What needs to be done
Below are the records. State how many of their lines hold the word "down", and add nothing else.

___ Dataset extract

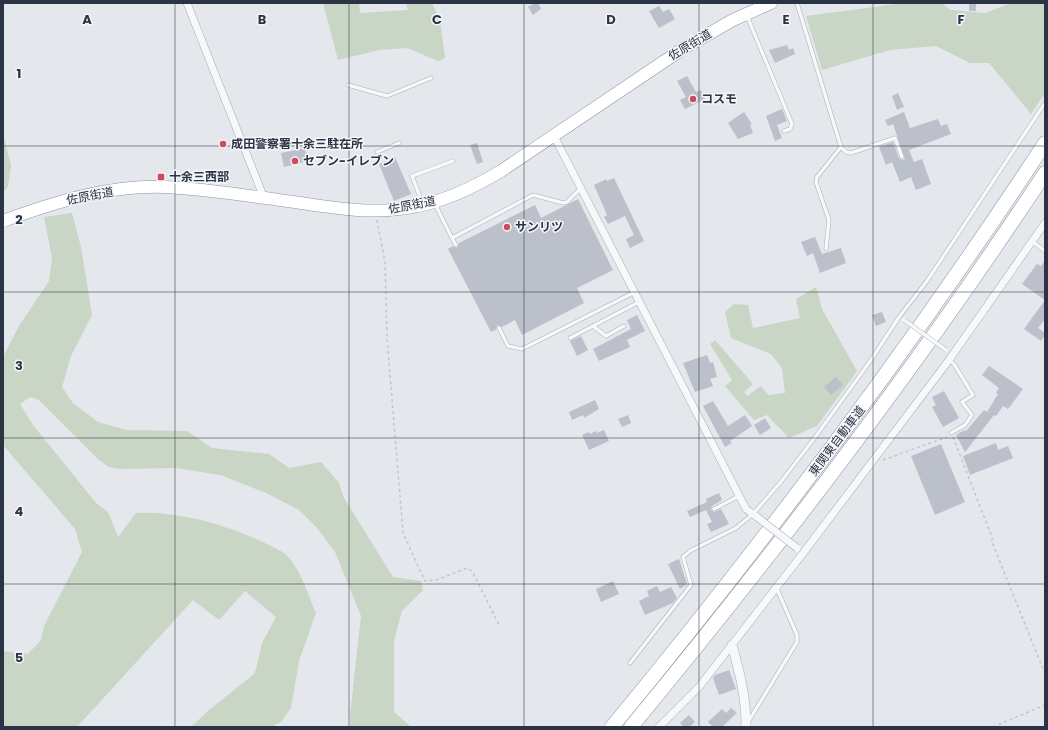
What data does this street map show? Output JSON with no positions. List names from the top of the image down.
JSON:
{
  "streets": {
    "highway": ["佐原街道", "東関東自動車道"]
  },
  "places": {
    "other": [
      "コスモ",
      "成田警察署十余三駐在所",
      "セブン-イレブン",
      "サンリツ"
    ],
    "transit": ["十余三西部"]
  },
  "grid": {
    "columns": [
      "A",
      "B",
      "C",
      "D",
      "E",
      "F"
    ],
    "rows": [
      "1",
      "2",
      "3",
      "4",
      "5"
    ]
  }
}
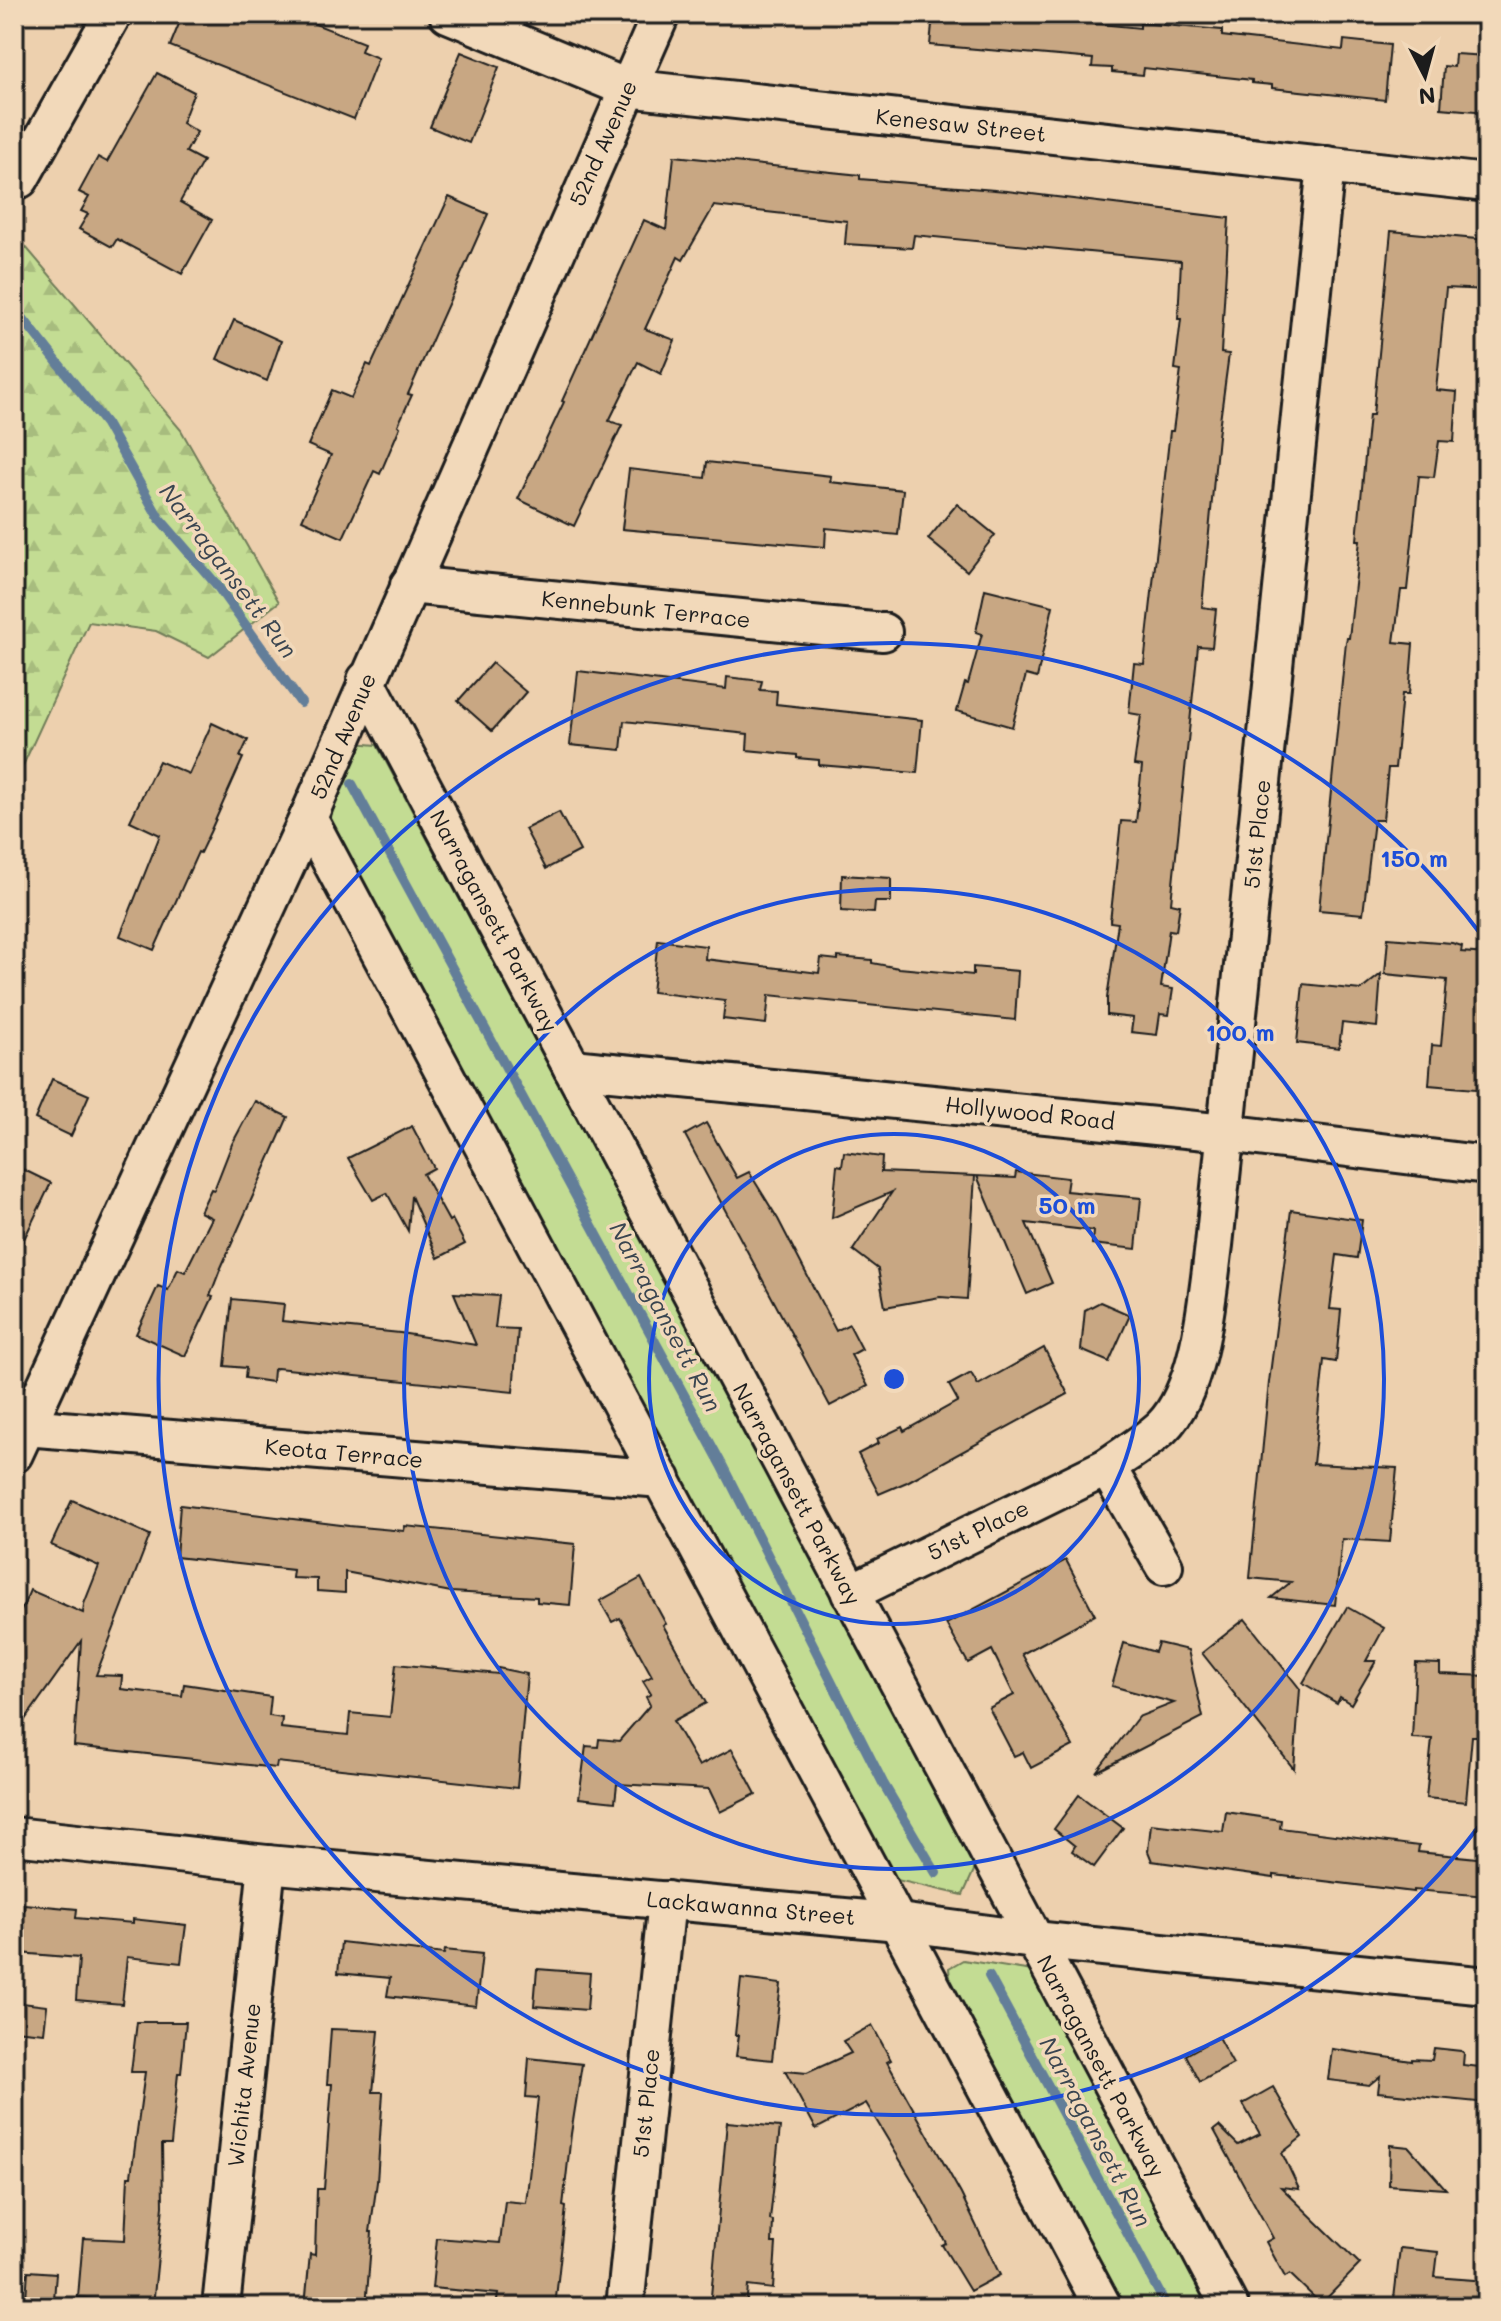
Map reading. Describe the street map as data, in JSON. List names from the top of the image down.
{
  "streets": {
    "street": [
      "Kenesaw Street",
      "52nd Avenue",
      "Kennebunk Terrace",
      "51st Place",
      "Narragansett Parkway",
      "Hollywood Road",
      "Keota Terrace",
      "Lackawanna Street",
      "Wichita Avenue"
    ]
  },
  "crossings": [
    ["Kenesaw Street", "52nd Avenue"],
    ["Kenesaw Street", "51st Place"],
    ["52nd Avenue", "Kennebunk Terrace"],
    ["52nd Avenue", "Narragansett Parkway"],
    ["52nd Avenue", "Keota Terrace"],
    ["51st Place", "Narragansett Parkway"],
    ["51st Place", "Hollywood Road"],
    ["51st Place", "Lackawanna Street"],
    ["Narragansett Parkway", "Hollywood Road"],
    ["Narragansett Parkway", "Lackawanna Street"],
    ["Lackawanna Street", "Wichita Avenue"]
  ],
  "water": ["Narragansett Run"],
  "north": "bottom",
  "rings": ["150 m", "100 m", "50 m"]
}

______

The answer
2